Flying to Inspire Fearlessness and Faith
– By Anna Maldonado
As fate would have it, I coincidentally ran into Nancy Rivard, Founder/President of AAI, on a flight I was working this past July. It was almost 14 years since I had last seen her. I had originally met her on my very first flight as an American Airlines Flight Attendant. We both worked that San Francisco flight together back in the fall of 1999. She made a lasting impression on me, and I never forgot her.

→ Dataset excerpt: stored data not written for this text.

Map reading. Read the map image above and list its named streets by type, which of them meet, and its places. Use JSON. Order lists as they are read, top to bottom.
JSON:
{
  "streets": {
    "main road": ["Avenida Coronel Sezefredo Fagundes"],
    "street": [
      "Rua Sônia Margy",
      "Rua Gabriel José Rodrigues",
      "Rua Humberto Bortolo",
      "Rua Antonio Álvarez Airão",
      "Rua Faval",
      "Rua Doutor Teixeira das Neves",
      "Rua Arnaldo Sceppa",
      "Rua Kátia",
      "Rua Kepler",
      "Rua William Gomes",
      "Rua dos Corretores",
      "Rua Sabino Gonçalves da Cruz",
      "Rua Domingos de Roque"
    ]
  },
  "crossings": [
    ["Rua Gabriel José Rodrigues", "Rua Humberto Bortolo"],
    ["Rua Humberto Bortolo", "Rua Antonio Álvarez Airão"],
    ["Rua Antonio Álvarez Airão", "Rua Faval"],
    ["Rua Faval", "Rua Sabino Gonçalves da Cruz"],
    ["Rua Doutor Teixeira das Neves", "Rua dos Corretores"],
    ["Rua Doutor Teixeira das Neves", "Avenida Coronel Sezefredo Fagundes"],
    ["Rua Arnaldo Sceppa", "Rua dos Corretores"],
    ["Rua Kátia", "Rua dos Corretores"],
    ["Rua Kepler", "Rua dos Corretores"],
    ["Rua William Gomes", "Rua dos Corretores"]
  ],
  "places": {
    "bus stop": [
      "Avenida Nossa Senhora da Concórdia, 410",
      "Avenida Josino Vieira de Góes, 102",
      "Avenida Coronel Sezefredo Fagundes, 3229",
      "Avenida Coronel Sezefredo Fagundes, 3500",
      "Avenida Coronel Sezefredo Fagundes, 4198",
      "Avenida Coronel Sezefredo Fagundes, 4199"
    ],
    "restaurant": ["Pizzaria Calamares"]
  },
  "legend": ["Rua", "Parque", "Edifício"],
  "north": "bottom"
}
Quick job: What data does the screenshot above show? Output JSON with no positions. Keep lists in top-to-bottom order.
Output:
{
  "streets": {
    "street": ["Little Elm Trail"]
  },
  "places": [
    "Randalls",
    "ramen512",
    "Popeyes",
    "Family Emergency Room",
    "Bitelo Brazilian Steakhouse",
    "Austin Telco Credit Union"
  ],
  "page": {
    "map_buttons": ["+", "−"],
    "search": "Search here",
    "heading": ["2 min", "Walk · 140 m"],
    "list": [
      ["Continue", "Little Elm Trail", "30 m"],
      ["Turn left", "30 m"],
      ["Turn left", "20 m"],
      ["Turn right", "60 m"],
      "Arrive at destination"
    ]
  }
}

When I saw her again, she mentioned to me that she was organizing a very special trip to San Salvador and needed an Airline Ambassador. She spoke of Lizette, age 14, and little Marcela, age 11. Nancy explained Marcela had been burned very badly and in need of surgery on one of her arms.
At first glance, Marcela seemed like any other child. She had become quite adept at hiding her disability. However, upon closer inspection, you realized the limited movement in her left arm. The much-needed surgery would allow Marcela to lift her arm completely. It would take several surgeries to complete this, and she would be undergoing additional surgery to stretch her skin in her chest area. Her tiny body had the will to grow, but her severely damaged skin would not allow for the growth process.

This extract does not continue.